_The problem_
Look through the data below and return each line where "Jaśminowa" appears.
#### Material provided ####
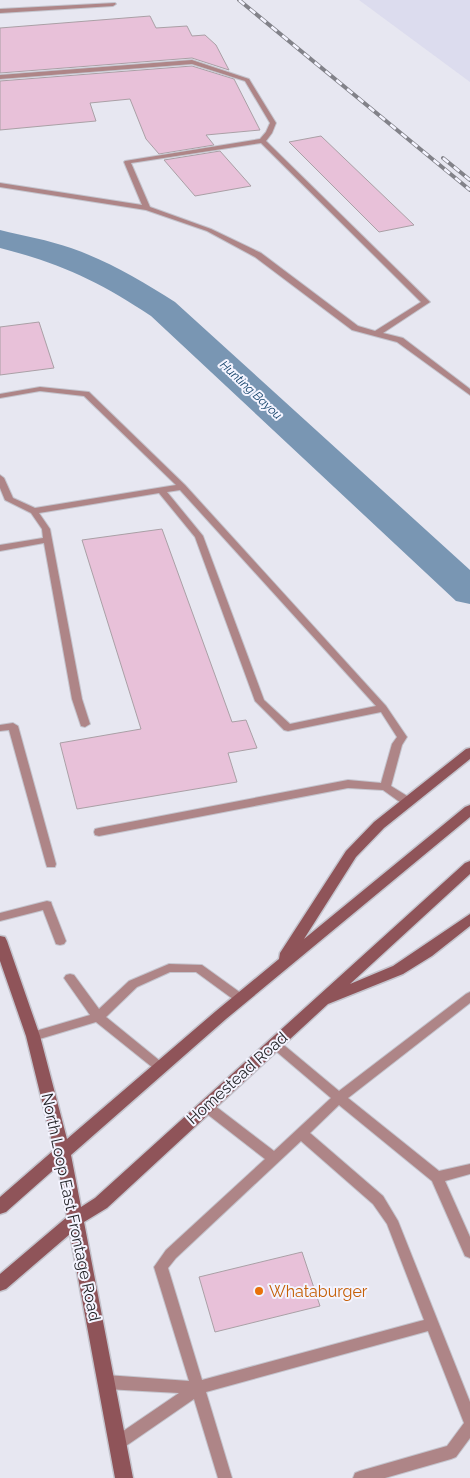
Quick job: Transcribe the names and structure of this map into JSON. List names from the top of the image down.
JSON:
{
  "streets": {
    "main road": ["Homestead Road", "North Loop East Frontage Road"]
  },
  "crossings": [
    ["Homestead Road", "North Loop East Frontage Road"]
  ],
  "water": ["Hunting Bayou"],
  "places": ["Whataburger"]
}
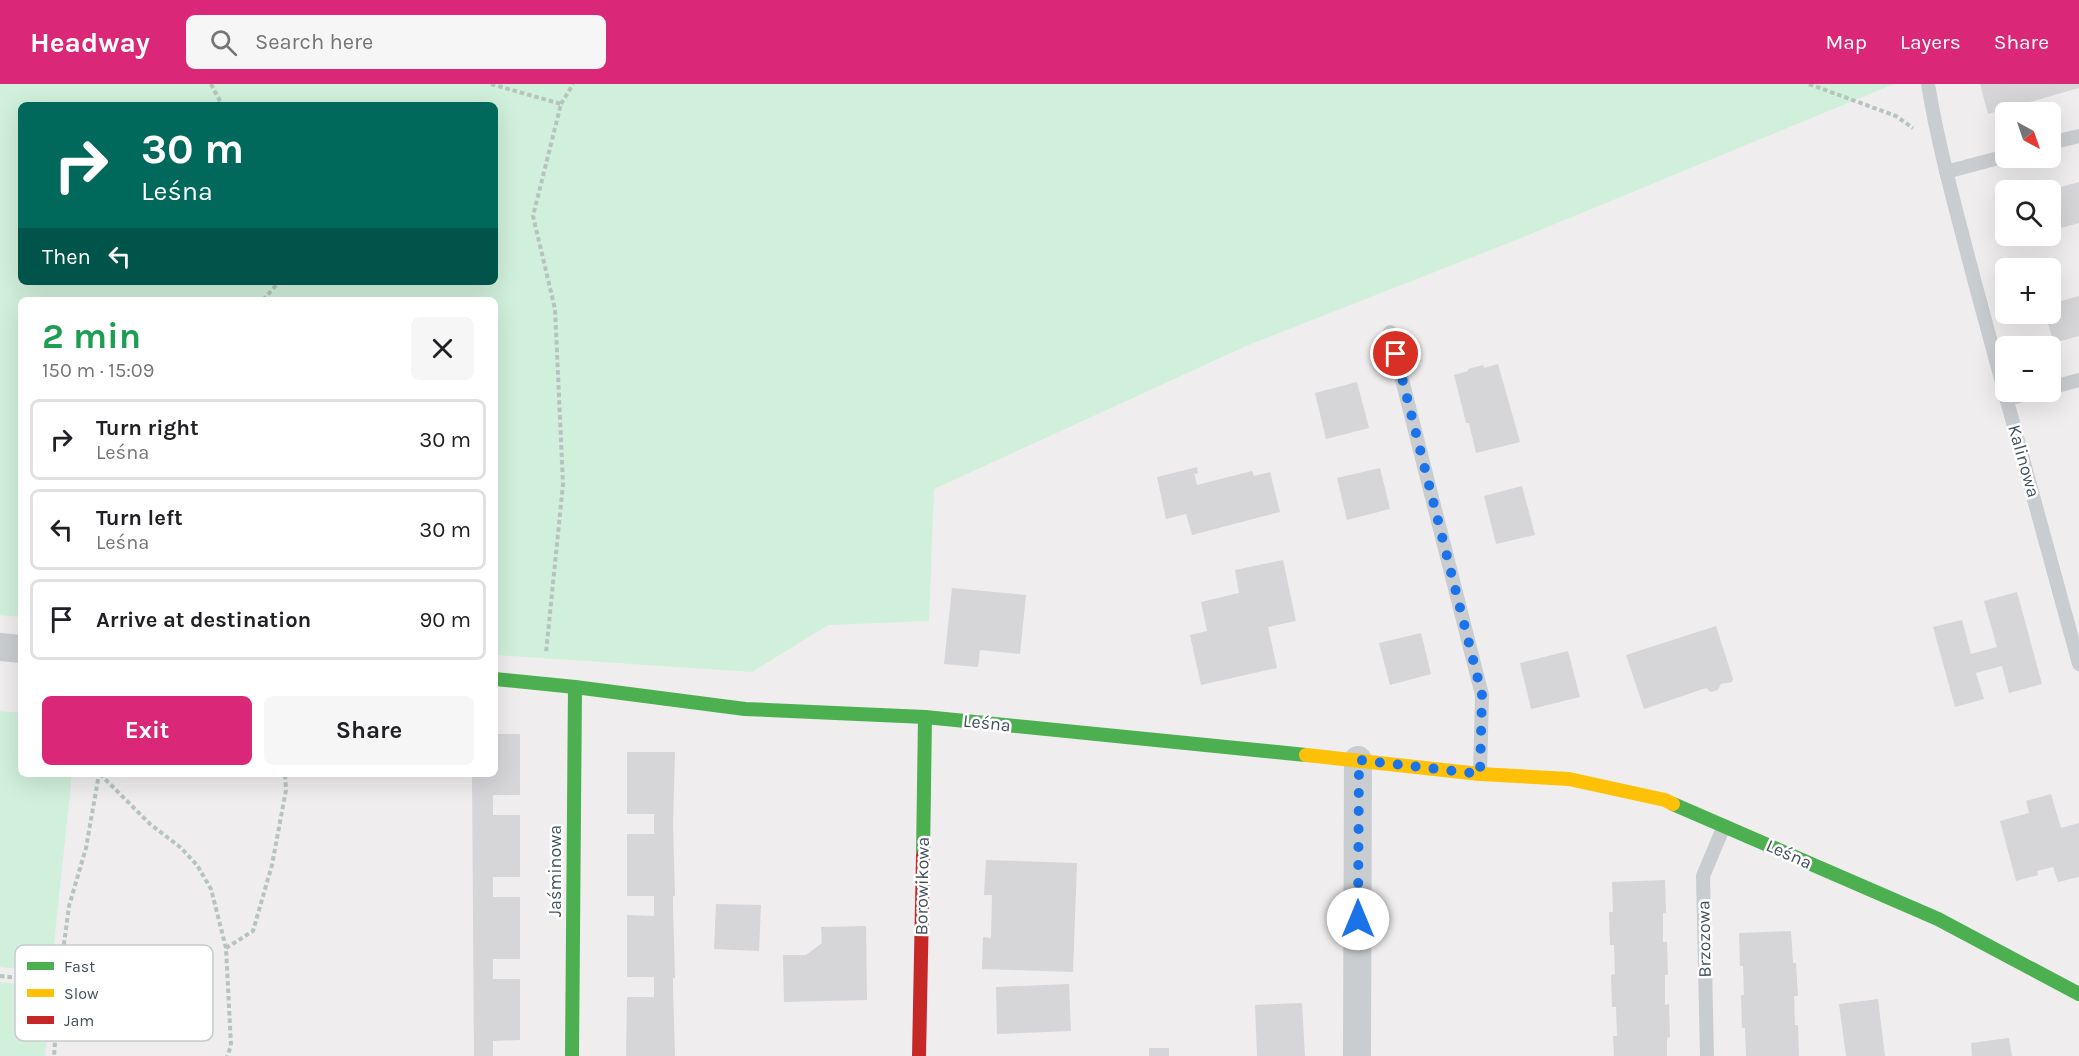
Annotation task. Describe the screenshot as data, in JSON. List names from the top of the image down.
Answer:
{
  "streets": {
    "street": ["Leśna", "Jaśminowa", "Borowikowa"],
    "lane": ["Kalinowa", "Brzozowa"]
  },
  "crossings": [
    ["Leśna", "Jaśminowa"],
    ["Leśna", "Borowikowa"],
    ["Leśna", "Brzozowa"]
  ],
  "legend": ["Fast", "Slow", "Jam"],
  "north": "bottom right",
  "page": {
    "header": "Headway",
    "search": "Search here",
    "nav": ["Map", "Layers", "Share"],
    "map_buttons": ["+", "−"],
    "turn": ["30 m", "Leśna"],
    "then": "Then",
    "heading": ["2 min", "150 m · 15:09"],
    "list": [
      {
        "name": "Turn right",
        "note": "Leśna",
        "value": "30 m"
      },
      {
        "name": "Turn left",
        "note": "Leśna",
        "value": "30 m"
      },
      {
        "name": "Arrive at destination",
        "value": "90 m"
      }
    ],
    "buttons": ["Exit", "Share"]
  }
}
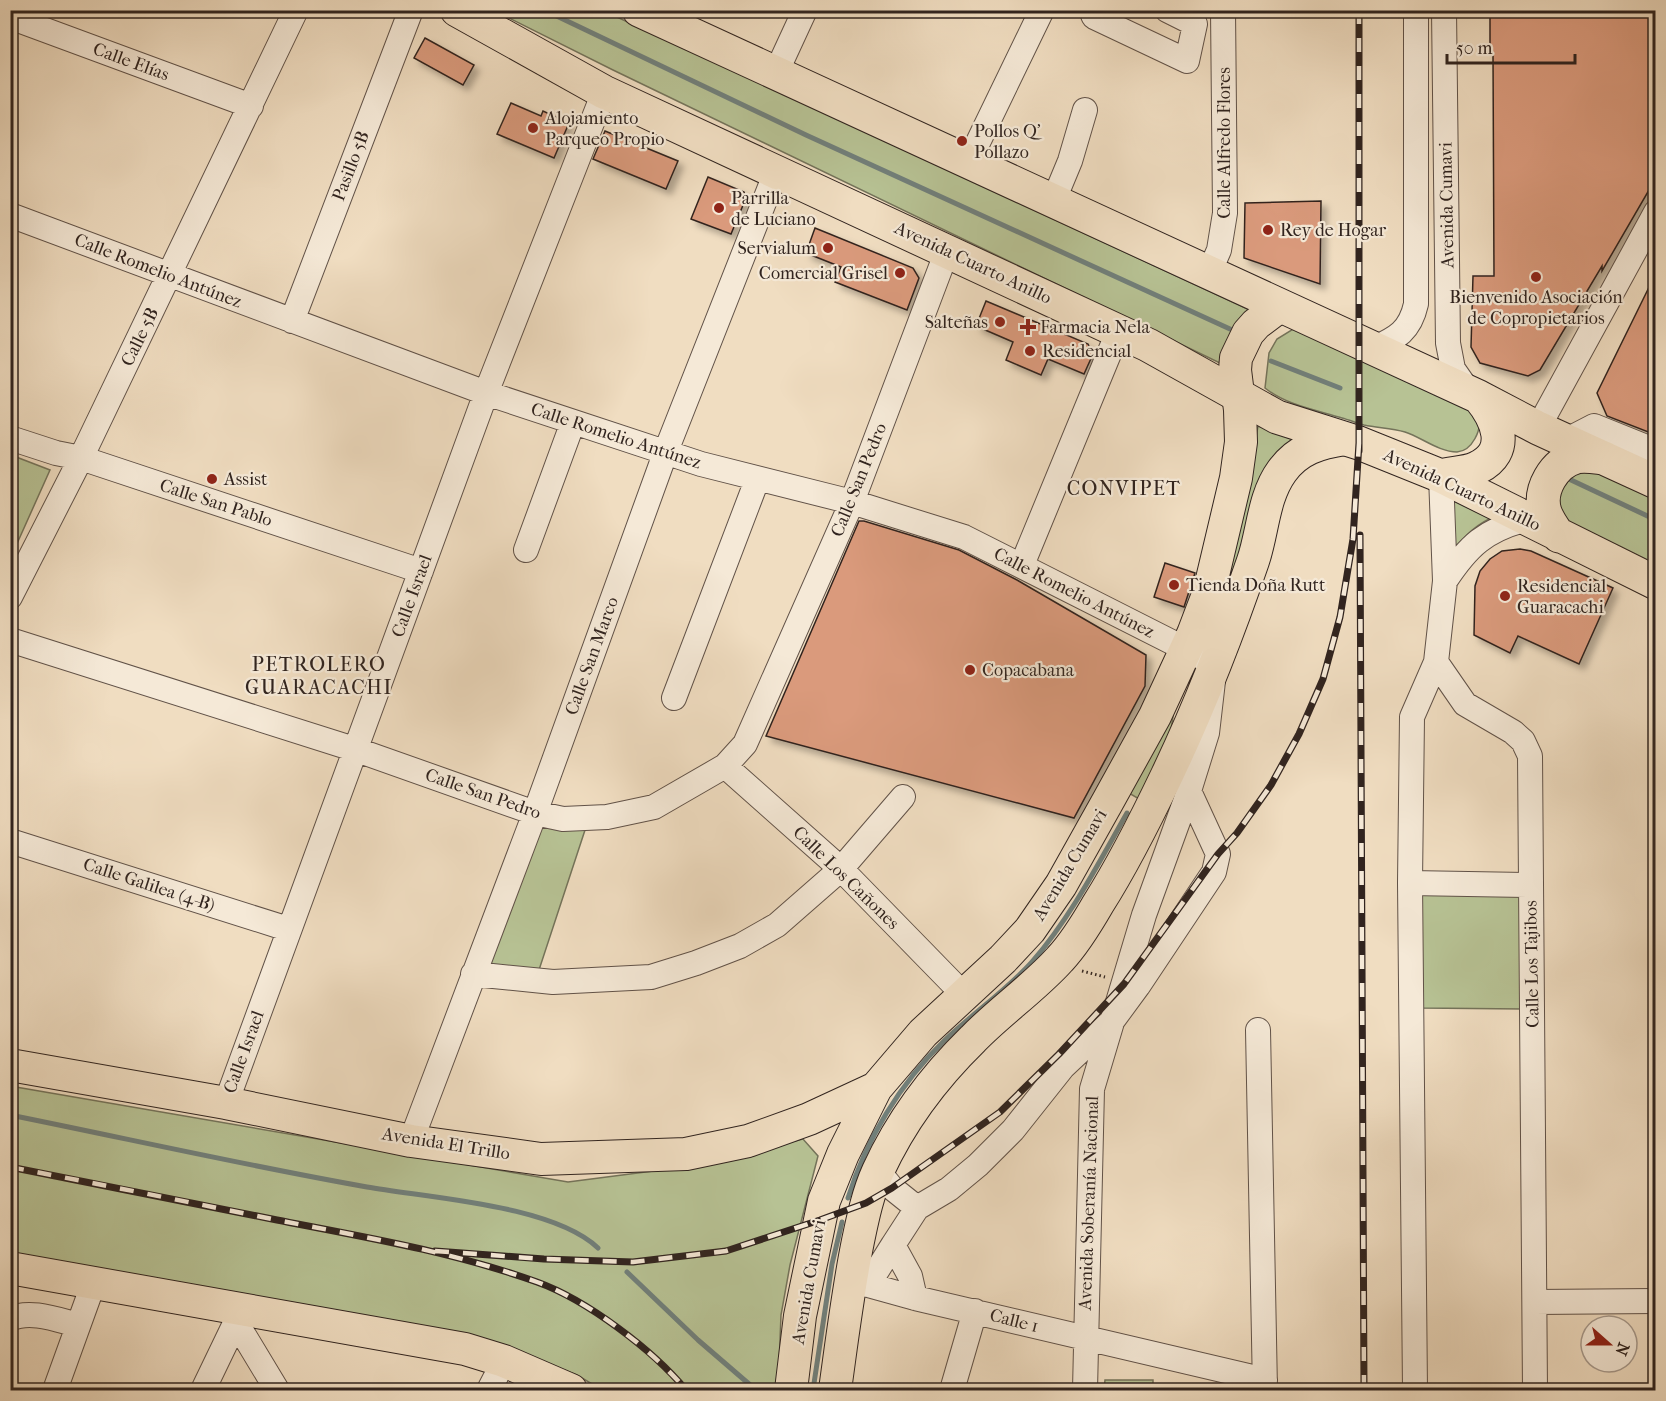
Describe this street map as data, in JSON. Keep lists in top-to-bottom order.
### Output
{
  "streets": {
    "highway": ["Avenida Cuarto Anillo"],
    "main road": ["Avenida Cumavi", "Avenida El Trillo"],
    "street": [
      "Calle Elías",
      "Calle Alfredo Flores",
      "Pasillo 5B",
      "Calle Romelio Antúnez",
      "Calle 5B",
      "Calle San Pedro",
      "Calle San Pablo",
      "Calle Israel",
      "Calle San Marco",
      "Calle Los Cañones",
      "Calle Galilea (4-B)",
      "Calle Los Tajibos",
      "Avenida Soberanía Nacional",
      "Calle 1"
    ]
  },
  "crossings": [
    ["Calle Elías", "Calle 5B"],
    ["Pasillo 5B", "Calle Romelio Antúnez"],
    ["Avenida Cumavi", "Avenida Cuarto Anillo"],
    ["Avenida Cumavi", "Calle Romelio Antúnez"],
    ["Avenida Cumavi", "Calle Los Cañones"],
    ["Avenida Cumavi", "Avenida El Trillo"],
    ["Avenida Cuarto Anillo", "Calle San Pedro"],
    ["Avenida Cuarto Anillo", "Calle Israel"],
    ["Avenida Cuarto Anillo", "Calle San Marco"],
    ["Calle Romelio Antúnez", "Calle 5B"],
    ["Calle Romelio Antúnez", "Calle San Pedro"],
    ["Calle Romelio Antúnez", "Calle Israel"],
    ["Calle Romelio Antúnez", "Calle San Marco"],
    ["Calle 5B", "Calle San Pablo"],
    ["Calle San Pedro", "Calle Israel"],
    ["Calle San Pedro", "Calle San Marco"],
    ["Calle San Pedro", "Calle Los Cañones"],
    ["Calle San Pablo", "Calle Israel"],
    ["Calle Israel", "Calle Galilea (4-B)"],
    ["Calle Israel", "Avenida El Trillo"],
    ["Calle San Marco", "Avenida El Trillo"],
    ["Avenida Soberanía Nacional", "Calle 1"]
  ],
  "districts": ["CONVIPET", "PETROLERO GUARACACHI"],
  "places": {
    "other": [
      "Alojamiento Parqueo Propio",
      "Pollos Q' Pollazo",
      "Parrilla de Luciano",
      "Rey de Hogar",
      "Servialum",
      "Comercial Grisel",
      "Bienvenido Asociación de Copropietarios",
      "Salteñas",
      "Residencial",
      "Assist",
      "Tienda Doña Rutt",
      "Residencial Guaracachi",
      "Copacabana"
    ],
    "health": ["Farmacia Nela"]
  },
  "scale_bar": "50 m",
  "north": "right"
}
####
_Task output_
    "street": ["Leśna", "Jaśminowa", "Borowikowa"],
    ["Leśna", "Jaśminowa"],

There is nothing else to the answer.